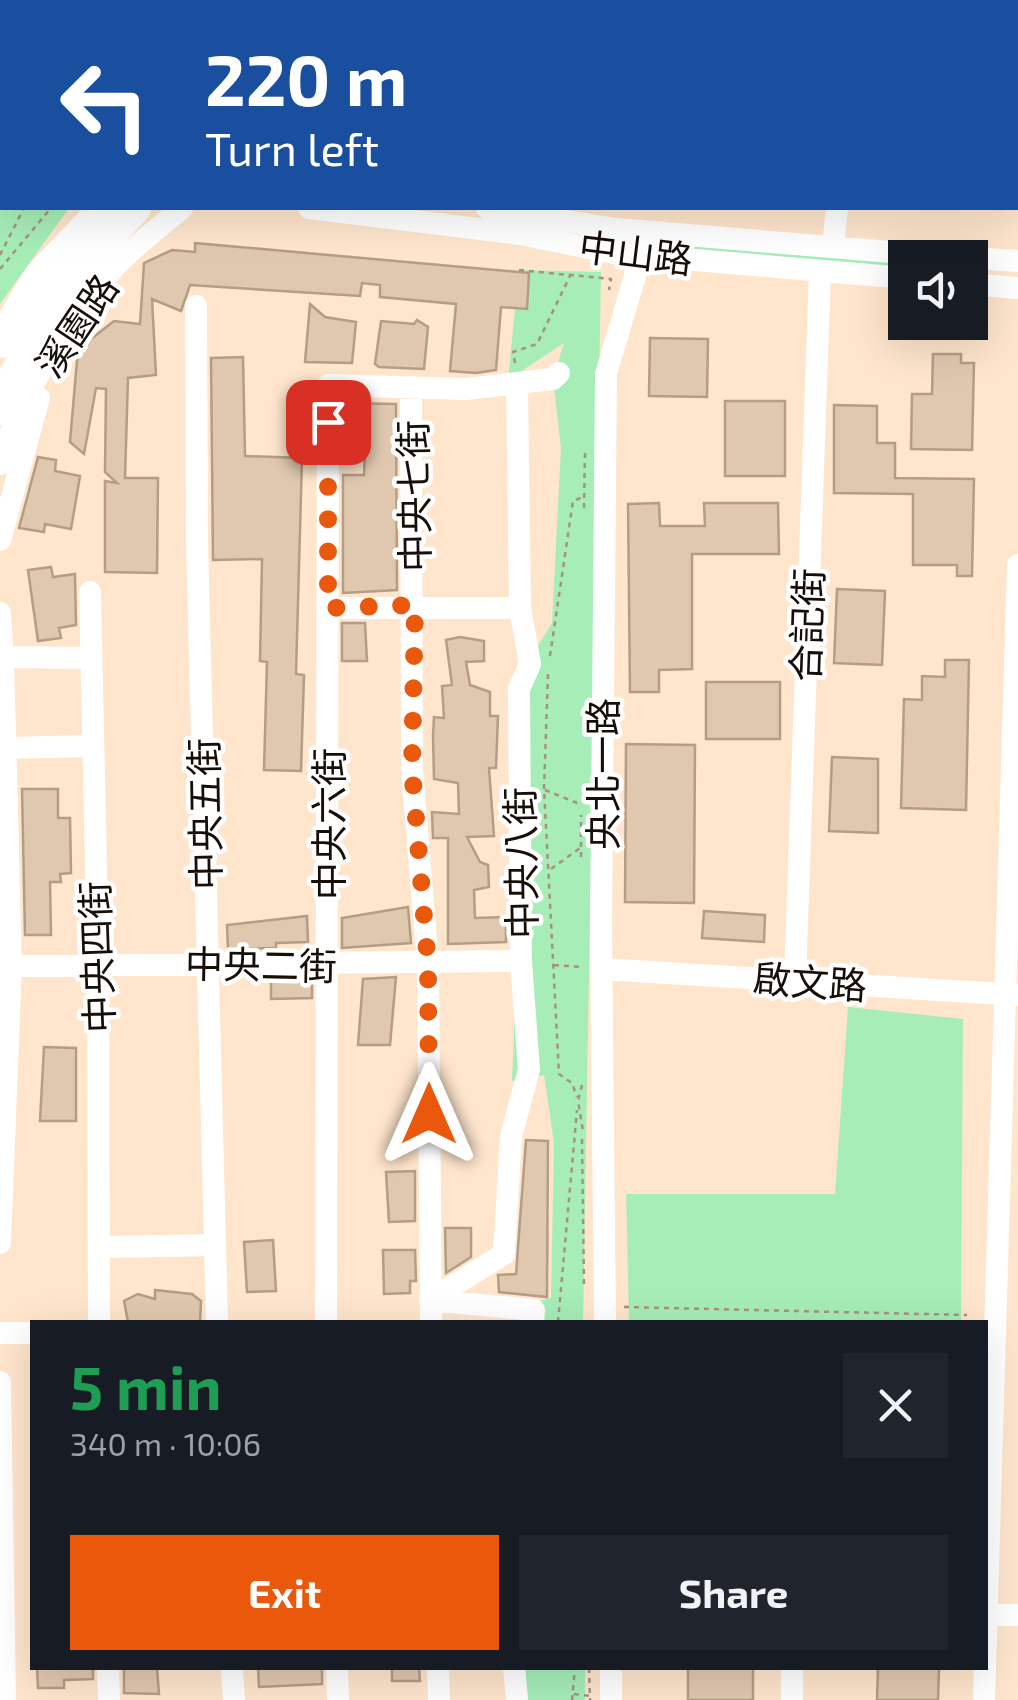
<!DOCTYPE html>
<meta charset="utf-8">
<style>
body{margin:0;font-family:"Exo 2","Noto Sans TC",sans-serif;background:#20242c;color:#f1f3f6;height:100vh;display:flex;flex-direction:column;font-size:38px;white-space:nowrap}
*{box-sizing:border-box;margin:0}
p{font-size:32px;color:#9ea1a6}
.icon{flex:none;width:55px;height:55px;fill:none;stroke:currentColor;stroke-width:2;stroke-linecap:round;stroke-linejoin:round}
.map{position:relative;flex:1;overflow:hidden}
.details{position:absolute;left:30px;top:1320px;width:958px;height:350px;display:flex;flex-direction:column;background:#171b24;border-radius:0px;box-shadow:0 10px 40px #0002}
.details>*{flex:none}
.guide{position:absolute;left:0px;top:0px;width:1020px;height:210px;box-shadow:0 10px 40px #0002;background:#1a4fa0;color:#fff;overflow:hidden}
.controls{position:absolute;left:888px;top:240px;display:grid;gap:20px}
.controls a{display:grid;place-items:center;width:100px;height:100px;border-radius:0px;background:#171b24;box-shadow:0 10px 40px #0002;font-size:50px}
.pin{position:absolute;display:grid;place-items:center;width:85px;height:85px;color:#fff;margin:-42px;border-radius:20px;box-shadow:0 5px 15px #0006}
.me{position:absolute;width:110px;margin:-55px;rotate:0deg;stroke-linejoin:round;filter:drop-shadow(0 0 8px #0008)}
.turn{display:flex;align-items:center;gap:35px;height:210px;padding:0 40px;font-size:45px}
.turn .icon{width:130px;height:130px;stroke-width:2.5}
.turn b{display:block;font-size:70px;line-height:85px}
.round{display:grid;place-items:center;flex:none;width:105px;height:105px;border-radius:0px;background:#20242c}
.summary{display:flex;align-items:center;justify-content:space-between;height:170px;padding:0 40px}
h1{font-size:60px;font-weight:700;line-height:75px;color:#1e9e55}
.action{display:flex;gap:20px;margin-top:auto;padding:20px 40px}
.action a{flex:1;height:115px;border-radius:0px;background:#ea580c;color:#fff;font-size:40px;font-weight:700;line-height:115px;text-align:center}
.action a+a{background:#20242c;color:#f1f3f6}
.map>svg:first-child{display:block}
</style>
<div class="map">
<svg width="1018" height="1700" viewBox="0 0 1018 1700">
<rect width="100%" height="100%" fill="#fee5cc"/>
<path fill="#a6edb8" d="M0,0H265L2,2V208H69L0,304Z
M690,242L905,260V272L689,254Z
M519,270L601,272L583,1322H540L539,1301L551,1298L554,1143L544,1075L512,1081L518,939L511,689L552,623L561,448L553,379L564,343L508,380Z
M848,1007L963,1019L961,1322H629L626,1194H835Z
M526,1668H585V1700H526Z"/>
<path fill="#e0c8af" stroke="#b39d85" stroke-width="2.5" d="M195,243L529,273L527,309L501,307L496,370L476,373L450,371L456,304L380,297V285L362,283L360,296L190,285L181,311L152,299L156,375L128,378L125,478H158L157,573L105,572V481L117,483L105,472L106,389L96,388L84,454L70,442L78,349L114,321L140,324L144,263L172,250L195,252Z
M310,304L325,317L356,322L352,363L305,362Z
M417,320L428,327L424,369L379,367L375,364L381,321L414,324Z
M650,338L708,339L707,397L649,396Z
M933,354H961V363H974L972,450L911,449L912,394H932Z
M243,357L245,456L302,458L296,674L304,675L301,771L264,770L267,662L260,661L262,559L213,560L211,358Z
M725,401H785V476H725Z
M343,403L396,404L397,590L343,593V475H364L365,448L352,449V438L343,439Z
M834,405L877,406V443H895V478L974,479L972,576H957V565H913V494L834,493Z
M38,457L56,460L55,471L80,476L71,529L45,524L44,532L19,528Z
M659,503L660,526H705L704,503H778L779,554H692V669L659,670V692H630L628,504Z
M51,567L53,577L75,574L76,625L59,628L61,638L38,641L28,570Z
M837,589L885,591L882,665L834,663Z
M342,623H365L367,661H342Z
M460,637L484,641V661L466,662L470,685L490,692V716H498L496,768H489L494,836L467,837L480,862L488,865L489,887L474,890L475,918L506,917V942L448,944V838H433L432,812L459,814L458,783L434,779L433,736L434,717L444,718L442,686L452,685L446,640Z
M945,660H969L966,810L901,808L904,699L922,700V676L945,677Z
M706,682H780V739H706Z
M626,744L695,745L694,903L625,902Z
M832,757L878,759V833L829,831Z
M22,789H58V818H70L71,873L60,874L61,882H50L51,935H25Z
M408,907L411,943L342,948V918Z
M704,911L765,915L764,942L702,938Z
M307,916L308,942L276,943V948L228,949L227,925Z
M396,977L390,1045H358L363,979Z
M271,978H312V998L271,999Z
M44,1047L76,1048V1121H40Z
M526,1140L548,1141L547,1297L499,1292L498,1275L516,1274Z
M415,1171V1221L389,1222L386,1172Z
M445,1228H471V1257L446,1273Z
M273,1240L276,1291L247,1292L244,1242Z
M383,1250H415L416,1281H410V1293L384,1294Z
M155,1290L192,1294L201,1301L200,1322H128L124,1301L138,1294L155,1299Z
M37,1668H93V1679L64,1680V1688H38Z
M124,1668H157L159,1694L124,1693Z
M258,1668H322V1684L259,1687Z
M392,1668H419L420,1681H392Z
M688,1668H753V1700H688Z
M878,1668H939L938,1700H877Z"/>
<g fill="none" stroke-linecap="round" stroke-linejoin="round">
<path stroke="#a4927f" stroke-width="2.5" stroke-dasharray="5 5" stroke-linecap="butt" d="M177,0L178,2
M14,2L16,0
M79,2L80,0
M208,2L210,0
M218,2L220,0
M0,25L2,21
M0,255L24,208
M0,269L51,208
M519,270L611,279L609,290
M515,363L513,352L537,344L570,276
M584,508L585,451
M550,656L573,501L583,497
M548,674L544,789L559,1074L572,1083L577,1097
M545,790L582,805
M581,857V815
M551,869L580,848
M554,965L581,967
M582,1085L578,1101L583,1131
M582,1139L584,1286
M624,1307L967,1315
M558,1322L577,1110
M589,1668L590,1700
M574,1694L590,1696
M572,1700L575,1668"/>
<path stroke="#fff" stroke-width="22" d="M416,0L420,2
M858,2L859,0
M309,208L520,234L614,253L905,278
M487,208L616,229L963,258
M833,246L837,208
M970,258L1018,261
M970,284L1018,288
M196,306L197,543L217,1322
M411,388L412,769L428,965L431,1322
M0,464C20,395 66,324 112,270C132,247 159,228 182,208
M0,540L39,398
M90,592L98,962L99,1322
M328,608H520
M0,613L3,657
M5,748L93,746
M0,966L521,961
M603,969L1018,995
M795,979L820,271
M0,1243L11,965L3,657L90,658
M100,1247L215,1245
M430,1300L504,1254L511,1136L529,1070L521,961L519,689L530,664L520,608L517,385
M430,1300L534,1310L533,1322
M326,1322L328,385L466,389L553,379L559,373
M605,1322L601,930L606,374L648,232
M0,1333H32
M0,1382L5,1700
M985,1615H1018
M108,1668L109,1700
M232,1668L234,1700
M337,1668L338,1700
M438,1668L439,1700
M514,1668L517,1698
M611,1668V1700
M792,1700V1668
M984,1700L1018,565"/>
<path stroke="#fff" stroke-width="32" d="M279,2L282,0
M333,2L335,0
M361,2L363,0
M0,342L40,276L105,208
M0,409C31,332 77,267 135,208"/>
</g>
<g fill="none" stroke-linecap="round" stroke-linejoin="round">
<path stroke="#ea580c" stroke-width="18" stroke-dasharray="0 32.4" d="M328,422V608L415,605L412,769L428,965L429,1114"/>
</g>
<g text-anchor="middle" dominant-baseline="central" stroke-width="9" stroke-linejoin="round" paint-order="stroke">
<g font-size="38" fill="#170f07" stroke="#fff">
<text transform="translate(636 252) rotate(7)">中山路</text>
<text transform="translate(76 325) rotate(-56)">溪園路</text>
<text transform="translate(413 496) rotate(-91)">中央七街</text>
<text transform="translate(806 625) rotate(-88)">合記街</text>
<text transform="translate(602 774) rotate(-90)">央北一路</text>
<text transform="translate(204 814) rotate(-91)">中央五街</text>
<text transform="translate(328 824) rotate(-90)">中央六街</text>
<text transform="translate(520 863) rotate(-91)">中央八街</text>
<text transform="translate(96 957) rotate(-92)">中央四街</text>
<text transform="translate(261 964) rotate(1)">中央二街</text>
<text transform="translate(810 981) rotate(4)">啟文路</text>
</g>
</g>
</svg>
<div class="controls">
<a><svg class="icon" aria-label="sound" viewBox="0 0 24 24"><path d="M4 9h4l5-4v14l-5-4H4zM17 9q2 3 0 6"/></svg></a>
</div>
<div class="pin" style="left:328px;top:422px;background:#d93025"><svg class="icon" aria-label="arrive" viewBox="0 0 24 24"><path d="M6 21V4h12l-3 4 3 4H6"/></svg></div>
<svg class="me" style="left:429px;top:1114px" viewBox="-20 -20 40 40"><path d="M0-17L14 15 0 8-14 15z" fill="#ea580c" stroke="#fff" stroke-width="4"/></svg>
<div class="guide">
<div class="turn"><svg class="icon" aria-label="left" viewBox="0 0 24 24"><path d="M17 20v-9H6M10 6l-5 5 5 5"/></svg><div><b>220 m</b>Turn left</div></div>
</div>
<section class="details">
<div class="summary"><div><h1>5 min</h1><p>340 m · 10:06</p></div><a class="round"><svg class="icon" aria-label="close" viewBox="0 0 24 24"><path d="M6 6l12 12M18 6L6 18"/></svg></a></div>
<div class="action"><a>Exit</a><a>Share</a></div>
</section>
</div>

+===+

YOUR INSTRUCTIONS: How many lines in the records include "controls"? Answer with the number alone.

SOLUTION FOR THIS PROBLEM: 3